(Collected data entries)
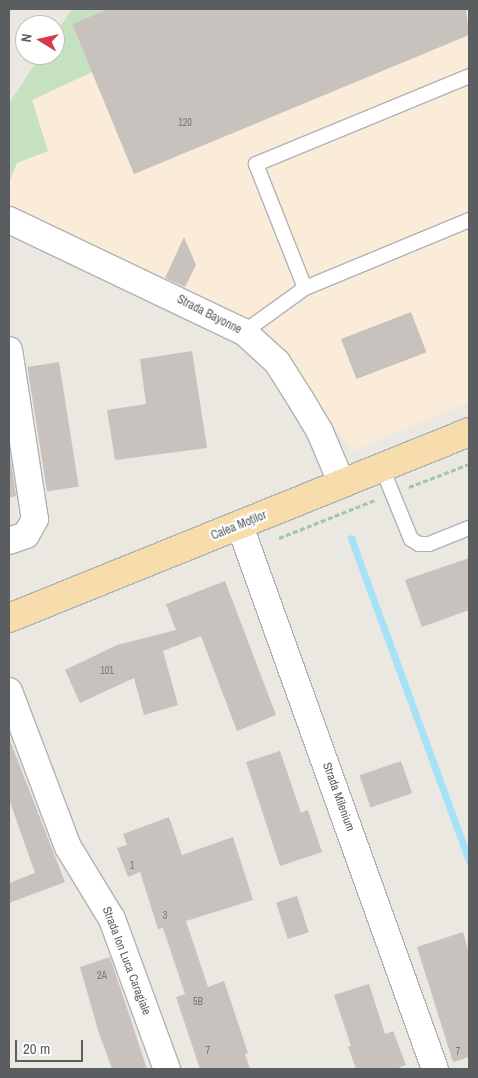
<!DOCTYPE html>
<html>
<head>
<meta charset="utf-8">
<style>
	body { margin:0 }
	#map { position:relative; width:478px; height:1078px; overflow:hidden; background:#ebe7e1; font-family:"Archivo Narrow",sans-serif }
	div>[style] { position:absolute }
	.commercial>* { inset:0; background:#faecd8 }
	.green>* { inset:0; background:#c6e1c0 }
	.stream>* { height:7px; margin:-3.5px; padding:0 3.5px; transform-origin:3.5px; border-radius:3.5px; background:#a6e2f7 }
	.building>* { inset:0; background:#c7c2be; transform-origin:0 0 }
	.path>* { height:3px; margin-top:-1.5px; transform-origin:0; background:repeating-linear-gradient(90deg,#9ec9a2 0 5px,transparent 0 7.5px) }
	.roads { filter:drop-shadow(1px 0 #afb3b6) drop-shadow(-1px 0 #afb3b6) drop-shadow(0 1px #afb3b6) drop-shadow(0 -1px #afb3b6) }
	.lane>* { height:14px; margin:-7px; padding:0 7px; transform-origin:7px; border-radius:7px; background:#fff }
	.street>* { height:26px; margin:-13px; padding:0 13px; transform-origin:13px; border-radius:13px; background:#fff }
	.primary>* { height:28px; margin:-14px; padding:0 14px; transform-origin:14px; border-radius:14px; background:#f7ddab }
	span { translate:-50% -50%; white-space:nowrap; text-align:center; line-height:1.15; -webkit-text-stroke:4.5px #fff; paint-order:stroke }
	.number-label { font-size:10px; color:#757778 }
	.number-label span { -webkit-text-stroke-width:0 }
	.street-label { font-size:12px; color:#5a5e61 }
	.frame { position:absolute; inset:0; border:10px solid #5a5e61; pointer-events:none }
	.north { position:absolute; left:15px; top:15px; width:50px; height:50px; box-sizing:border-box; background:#fff; border:1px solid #bdbfc0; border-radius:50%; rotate:279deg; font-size:14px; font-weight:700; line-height:20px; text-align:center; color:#5a5e61 }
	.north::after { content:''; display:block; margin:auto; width:18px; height:22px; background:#d93a4a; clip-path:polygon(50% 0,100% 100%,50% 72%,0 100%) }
	.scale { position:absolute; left:15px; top:1040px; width:68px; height:22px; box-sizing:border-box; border:2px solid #5a5e61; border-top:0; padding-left:6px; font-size:15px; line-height:18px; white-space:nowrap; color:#5a5e61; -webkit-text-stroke:4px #fff; paint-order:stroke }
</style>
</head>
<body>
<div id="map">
	<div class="commercial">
		<i style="clip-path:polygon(72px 9px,469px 9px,469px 402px,352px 451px,272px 342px,213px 305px,9px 204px,9px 103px,41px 55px,55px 55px,55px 34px)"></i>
	</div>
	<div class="green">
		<i style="clip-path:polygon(72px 9px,108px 9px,72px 24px,92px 72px,32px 100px,48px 151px,17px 163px,9px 183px,9px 103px,41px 55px,55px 55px,55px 34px)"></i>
	</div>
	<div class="stream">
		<i style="left:351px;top:538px;width:344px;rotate:69.9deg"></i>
	</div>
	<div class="building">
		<i style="clip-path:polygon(108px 9px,466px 9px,469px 35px,134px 174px,72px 24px)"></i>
		<i style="clip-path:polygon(184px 237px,196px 265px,185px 287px,165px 278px)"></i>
		<i style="left:411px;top:312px;width:43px;height:75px;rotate:69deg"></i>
		<i style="clip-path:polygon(192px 351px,207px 448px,115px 460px,107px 410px,146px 404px,140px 359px)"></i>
		<i style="left:59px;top:362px;width:126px;height:32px;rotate:81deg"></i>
		<i style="clip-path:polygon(9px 447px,16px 496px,9px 498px)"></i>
		<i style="clip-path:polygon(469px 558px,469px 610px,422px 627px,405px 580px)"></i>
		<i style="clip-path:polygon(225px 581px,276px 715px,237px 731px,201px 636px,163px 651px,178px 705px,144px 715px,134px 678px,80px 703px,65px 670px,117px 645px,176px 630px,166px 604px)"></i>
		<i style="clip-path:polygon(9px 738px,65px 882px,9px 903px,9px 883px,35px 873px,9px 799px)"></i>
		<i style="clip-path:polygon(280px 751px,301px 813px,308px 810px,322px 852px,280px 866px,246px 762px)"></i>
		<i style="left:401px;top:761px;width:34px;height:44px;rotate:71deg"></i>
		<i style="clip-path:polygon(169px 817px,182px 855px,233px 837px,253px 900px,186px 921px,208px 987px,224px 981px,248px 1053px,245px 1054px,250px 1069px,200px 1069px,176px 997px,185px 994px,163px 928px,158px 929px,140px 872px,128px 877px,117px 848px,127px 845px,123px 834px)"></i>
		<i style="left:297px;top:896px;width:38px;height:22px;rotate:72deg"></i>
		<i style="clip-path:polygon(463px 932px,469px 954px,469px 1057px,453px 1062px,417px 947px)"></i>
		<i style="clip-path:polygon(110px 957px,128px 1011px,147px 1069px,112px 1069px,98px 1030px,80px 967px)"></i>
		<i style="clip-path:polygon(369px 984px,385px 1034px,393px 1031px,406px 1065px,395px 1069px,356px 1069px,348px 1047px,351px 1046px,334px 995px)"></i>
	</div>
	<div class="path">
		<i style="left:409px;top:487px;width:64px;rotate:-21deg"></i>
		<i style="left:279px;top:538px;width:103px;rotate:-21.6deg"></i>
	</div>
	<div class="roads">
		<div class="lane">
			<i style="left:305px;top:288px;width:133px;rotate:-111.6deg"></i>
			<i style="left:256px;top:164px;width:230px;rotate:-22.4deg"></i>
			<i style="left:244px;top:332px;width:75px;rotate:-35.8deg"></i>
			<i style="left:305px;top:288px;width:178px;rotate:-22.5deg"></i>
			<i style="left:382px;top:468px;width:77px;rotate:67.8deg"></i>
			<i style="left:411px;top:539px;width:9px;rotate:32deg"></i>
			<i style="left:419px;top:544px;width:10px"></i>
			<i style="left:429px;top:544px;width:43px;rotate:-21.8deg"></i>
		</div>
		<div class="street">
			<i style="left:9px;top:220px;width:260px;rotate:25.5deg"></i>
			<i style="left:244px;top:332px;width:45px;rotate:42.3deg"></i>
			<i style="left:277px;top:362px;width:45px;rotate:57.7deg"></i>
			<i style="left:301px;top:400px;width:37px;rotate:59deg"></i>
			<i style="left:320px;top:432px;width:56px;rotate:67.1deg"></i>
			<i style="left:9px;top:350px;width:171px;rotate:81.3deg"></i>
			<i style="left:35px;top:519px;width:18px;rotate:119deg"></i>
			<i style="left:26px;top:535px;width:18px;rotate:161deg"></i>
			<i style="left:240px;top:526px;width:577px;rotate:70.25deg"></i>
			<i style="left:9px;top:691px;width:167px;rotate:69.3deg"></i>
			<i style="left:68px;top:847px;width:84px;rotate:58.6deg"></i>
			<i style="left:112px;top:919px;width:160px;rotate:69.9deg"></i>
		</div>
		<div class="primary">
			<i style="left:9px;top:618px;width:496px;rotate:-22deg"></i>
		</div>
	</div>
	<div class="number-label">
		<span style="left:185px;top:123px">120</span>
		<span style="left:107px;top:671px">101</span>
		<span style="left:132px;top:866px">1</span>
		<span style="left:165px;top:916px">3</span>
		<span style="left:102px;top:976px">2A</span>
		<span style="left:198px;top:1002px">5B</span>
		<span style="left:208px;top:1051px">7</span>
		<span style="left:458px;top:1052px">7</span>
	</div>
	<div class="street-label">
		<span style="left:209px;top:315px;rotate:27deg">Strada Bayonne</span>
		<span style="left:239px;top:526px;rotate:-22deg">Calea Moților</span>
		<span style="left:338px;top:797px;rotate:70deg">Strada Milenium</span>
		<span style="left:126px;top:961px;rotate:69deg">Strada Ion Luca Caragiale</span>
	</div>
	<div class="frame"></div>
	<div class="north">N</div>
	<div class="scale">20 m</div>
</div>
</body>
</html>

Your goal:
From the first line of the entries above through the line with "filter:drop-shadow(1px 0 #afb3b6)", set down each line exactly and drop the pictures.

Written answer:
<!DOCTYPE html>
<html>
<head>
<meta charset="utf-8">
<style>
	body { margin:0 }
	#map { position:relative; width:478px; height:1078px; overflow:hidden; background:#ebe7e1; font-family:"Archivo Narrow",sans-serif }
	div>[style] { position:absolute }
	.commercial>* { inset:0; background:#faecd8 }
	.green>* { inset:0; background:#c6e1c0 }
	.stream>* { height:7px; margin:-3.5px; padding:0 3.5px; transform-origin:3.5px; border-radius:3.5px; background:#a6e2f7 }
	.building>* { inset:0; background:#c7c2be; transform-origin:0 0 }
	.path>* { height:3px; margin-top:-1.5px; transform-origin:0; background:repeating-linear-gradient(90deg,#9ec9a2 0 5px,transparent 0 7.5px) }
	.roads { filter:drop-shadow(1px 0 #afb3b6) drop-shadow(-1px 0 #afb3b6) drop-shadow(0 1px #afb3b6) drop-shadow(0 -1px #afb3b6) }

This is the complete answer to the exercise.